▶ WHAT YOU ARE ASKED TO DO:
Make an exact copy of all the records.

- Opening Delimiter -

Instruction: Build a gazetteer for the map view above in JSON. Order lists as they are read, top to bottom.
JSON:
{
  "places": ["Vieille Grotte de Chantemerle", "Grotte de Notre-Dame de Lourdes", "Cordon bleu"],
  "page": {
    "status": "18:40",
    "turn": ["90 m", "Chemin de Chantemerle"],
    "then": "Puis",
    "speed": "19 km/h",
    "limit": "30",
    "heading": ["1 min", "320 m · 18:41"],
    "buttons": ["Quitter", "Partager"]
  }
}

- Closing Delimiter -

▶ EXPECTED ANSWER:
Instruction: Build a gazetteer for the map view above in JSON. Order lists as they are read, top to bottom.
JSON:
{
  "places": ["Vieille Grotte de Chantemerle", "Grotte de Notre-Dame de Lourdes", "Cordon bleu"],
  "page": {
    "status": "18:40",
    "turn": ["90 m", "Chemin de Chantemerle"],
    "then": "Puis",
    "speed": "19 km/h",
    "limit": "30",
    "heading": ["1 min", "320 m · 18:41"],
    "buttons": ["Quitter", "Partager"]
  }
}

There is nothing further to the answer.